DATA FOR ANALYSIS below:

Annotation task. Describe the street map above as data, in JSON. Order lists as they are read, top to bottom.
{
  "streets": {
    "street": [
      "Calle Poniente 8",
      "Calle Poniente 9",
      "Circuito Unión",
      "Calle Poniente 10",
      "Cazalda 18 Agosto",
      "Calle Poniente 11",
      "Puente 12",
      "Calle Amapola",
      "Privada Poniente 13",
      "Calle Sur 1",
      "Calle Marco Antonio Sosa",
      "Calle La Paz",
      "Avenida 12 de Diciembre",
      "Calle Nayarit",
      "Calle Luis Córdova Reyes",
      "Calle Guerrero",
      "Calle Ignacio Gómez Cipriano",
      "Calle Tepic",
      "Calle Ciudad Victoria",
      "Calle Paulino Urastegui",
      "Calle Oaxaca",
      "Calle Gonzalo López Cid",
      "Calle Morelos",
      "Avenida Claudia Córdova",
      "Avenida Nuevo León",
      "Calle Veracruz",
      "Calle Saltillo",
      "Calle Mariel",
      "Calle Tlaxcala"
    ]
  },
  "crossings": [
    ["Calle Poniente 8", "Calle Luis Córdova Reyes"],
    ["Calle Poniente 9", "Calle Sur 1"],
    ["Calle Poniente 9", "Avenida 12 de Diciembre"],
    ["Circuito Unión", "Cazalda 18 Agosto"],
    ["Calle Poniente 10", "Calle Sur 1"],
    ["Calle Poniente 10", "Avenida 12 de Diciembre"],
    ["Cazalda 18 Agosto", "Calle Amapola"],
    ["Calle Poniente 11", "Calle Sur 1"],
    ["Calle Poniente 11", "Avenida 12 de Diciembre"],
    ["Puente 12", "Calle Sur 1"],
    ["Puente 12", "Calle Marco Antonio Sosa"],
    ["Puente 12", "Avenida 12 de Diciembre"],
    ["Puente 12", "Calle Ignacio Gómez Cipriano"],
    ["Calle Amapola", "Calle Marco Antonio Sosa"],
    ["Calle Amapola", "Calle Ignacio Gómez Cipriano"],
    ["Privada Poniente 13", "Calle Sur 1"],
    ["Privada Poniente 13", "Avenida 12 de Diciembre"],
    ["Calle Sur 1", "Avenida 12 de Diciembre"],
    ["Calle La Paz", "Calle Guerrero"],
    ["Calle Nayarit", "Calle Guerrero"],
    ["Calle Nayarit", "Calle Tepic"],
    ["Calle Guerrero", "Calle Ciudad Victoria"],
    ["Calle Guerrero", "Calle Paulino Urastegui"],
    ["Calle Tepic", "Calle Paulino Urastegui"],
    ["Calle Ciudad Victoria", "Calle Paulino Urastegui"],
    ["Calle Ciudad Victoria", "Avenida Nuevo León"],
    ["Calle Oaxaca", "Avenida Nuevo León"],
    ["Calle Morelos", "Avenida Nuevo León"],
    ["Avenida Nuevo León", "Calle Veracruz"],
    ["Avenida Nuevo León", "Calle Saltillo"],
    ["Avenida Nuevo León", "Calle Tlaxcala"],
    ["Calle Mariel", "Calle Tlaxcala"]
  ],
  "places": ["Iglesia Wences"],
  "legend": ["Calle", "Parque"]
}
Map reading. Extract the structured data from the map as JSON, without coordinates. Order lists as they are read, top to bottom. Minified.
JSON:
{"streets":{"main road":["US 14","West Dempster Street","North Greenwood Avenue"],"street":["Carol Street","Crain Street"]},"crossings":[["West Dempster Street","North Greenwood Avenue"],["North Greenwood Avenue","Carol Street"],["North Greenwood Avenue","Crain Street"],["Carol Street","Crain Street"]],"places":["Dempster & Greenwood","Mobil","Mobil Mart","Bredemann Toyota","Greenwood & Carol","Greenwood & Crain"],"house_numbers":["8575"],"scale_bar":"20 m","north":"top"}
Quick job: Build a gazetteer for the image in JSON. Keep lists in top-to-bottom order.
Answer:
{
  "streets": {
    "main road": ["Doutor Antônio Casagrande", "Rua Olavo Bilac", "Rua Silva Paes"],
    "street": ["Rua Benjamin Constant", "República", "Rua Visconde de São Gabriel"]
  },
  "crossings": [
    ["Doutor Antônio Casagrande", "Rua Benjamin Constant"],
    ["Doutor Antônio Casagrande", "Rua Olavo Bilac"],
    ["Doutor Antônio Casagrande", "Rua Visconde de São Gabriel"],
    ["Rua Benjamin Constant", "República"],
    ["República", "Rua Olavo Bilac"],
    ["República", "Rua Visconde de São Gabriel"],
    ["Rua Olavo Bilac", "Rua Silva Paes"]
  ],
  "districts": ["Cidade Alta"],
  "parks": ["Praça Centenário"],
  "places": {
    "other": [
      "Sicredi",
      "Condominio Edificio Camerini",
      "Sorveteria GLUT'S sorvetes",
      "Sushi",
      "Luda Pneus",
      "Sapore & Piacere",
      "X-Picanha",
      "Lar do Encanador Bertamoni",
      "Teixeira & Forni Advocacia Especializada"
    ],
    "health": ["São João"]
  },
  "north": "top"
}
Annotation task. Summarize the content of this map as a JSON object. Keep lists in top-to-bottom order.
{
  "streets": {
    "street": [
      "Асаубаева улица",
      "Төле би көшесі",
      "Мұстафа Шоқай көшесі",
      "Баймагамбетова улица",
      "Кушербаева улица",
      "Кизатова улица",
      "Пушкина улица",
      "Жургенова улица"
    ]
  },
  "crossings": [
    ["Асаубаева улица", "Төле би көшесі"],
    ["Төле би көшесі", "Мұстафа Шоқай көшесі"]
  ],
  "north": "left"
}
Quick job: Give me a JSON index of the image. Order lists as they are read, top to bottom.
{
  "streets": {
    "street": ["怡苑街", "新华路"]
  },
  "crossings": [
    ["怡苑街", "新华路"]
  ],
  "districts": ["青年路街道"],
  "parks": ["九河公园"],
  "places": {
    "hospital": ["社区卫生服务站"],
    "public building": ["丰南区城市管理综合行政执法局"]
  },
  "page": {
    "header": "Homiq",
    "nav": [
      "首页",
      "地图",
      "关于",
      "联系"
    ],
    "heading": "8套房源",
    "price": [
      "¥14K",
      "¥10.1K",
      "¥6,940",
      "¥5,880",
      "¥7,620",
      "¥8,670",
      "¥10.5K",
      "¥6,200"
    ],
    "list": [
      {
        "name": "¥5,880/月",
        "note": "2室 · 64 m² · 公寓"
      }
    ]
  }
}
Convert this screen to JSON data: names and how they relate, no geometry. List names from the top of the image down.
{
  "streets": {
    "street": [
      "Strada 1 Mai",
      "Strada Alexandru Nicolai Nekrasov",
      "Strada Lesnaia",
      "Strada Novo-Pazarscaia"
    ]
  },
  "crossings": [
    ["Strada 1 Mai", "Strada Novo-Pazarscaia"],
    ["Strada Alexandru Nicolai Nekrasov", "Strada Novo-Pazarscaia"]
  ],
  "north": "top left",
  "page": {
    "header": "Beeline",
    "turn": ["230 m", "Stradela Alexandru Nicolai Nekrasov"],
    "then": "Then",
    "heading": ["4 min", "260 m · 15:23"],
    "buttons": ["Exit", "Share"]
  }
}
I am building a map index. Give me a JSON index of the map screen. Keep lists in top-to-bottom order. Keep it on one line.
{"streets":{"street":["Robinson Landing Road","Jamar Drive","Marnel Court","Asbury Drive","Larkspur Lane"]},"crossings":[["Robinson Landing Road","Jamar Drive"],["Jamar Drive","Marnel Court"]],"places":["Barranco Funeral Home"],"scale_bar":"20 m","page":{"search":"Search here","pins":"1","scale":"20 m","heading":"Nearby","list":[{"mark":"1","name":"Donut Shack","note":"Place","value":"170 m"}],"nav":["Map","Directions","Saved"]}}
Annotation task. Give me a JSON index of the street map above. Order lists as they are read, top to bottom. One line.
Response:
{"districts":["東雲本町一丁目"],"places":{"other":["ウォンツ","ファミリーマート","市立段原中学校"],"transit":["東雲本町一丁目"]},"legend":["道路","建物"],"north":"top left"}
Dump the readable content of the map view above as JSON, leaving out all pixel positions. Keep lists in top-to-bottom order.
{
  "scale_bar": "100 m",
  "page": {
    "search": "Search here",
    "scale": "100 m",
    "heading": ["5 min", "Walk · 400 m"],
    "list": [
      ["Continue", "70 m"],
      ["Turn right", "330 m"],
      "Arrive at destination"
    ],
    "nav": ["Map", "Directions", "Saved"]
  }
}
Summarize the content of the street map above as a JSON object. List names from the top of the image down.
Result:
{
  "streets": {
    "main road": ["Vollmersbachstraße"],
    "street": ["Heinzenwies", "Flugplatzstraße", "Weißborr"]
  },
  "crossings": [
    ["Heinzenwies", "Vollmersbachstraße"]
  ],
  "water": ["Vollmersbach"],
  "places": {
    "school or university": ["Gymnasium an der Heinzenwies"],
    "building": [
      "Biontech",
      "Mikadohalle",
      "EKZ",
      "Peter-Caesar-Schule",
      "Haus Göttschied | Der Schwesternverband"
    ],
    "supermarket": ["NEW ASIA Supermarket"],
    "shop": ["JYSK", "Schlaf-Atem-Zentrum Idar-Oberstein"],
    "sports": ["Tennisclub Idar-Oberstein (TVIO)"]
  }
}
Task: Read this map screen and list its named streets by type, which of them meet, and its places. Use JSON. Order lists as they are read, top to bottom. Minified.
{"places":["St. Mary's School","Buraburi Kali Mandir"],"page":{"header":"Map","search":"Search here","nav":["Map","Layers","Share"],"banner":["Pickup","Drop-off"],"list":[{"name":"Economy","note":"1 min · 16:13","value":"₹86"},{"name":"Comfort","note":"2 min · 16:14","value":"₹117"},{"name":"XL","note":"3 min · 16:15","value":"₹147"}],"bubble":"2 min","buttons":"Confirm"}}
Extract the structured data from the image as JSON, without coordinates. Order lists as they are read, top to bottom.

End of DATA FOR ANALYSIS.

▶ _WORK INSTRUCTIONS_
Search the listing above for "structured" and copy every line that holds it.

▶ _FINISHED EXERCISE_
Map reading. Extract the structured data from the map as JSON, without coordinates. Order lists as they are read, top to bottom. Minified.
Extract the structured data from the image as JSON, without coordinates. Order lists as they are read, top to bottom.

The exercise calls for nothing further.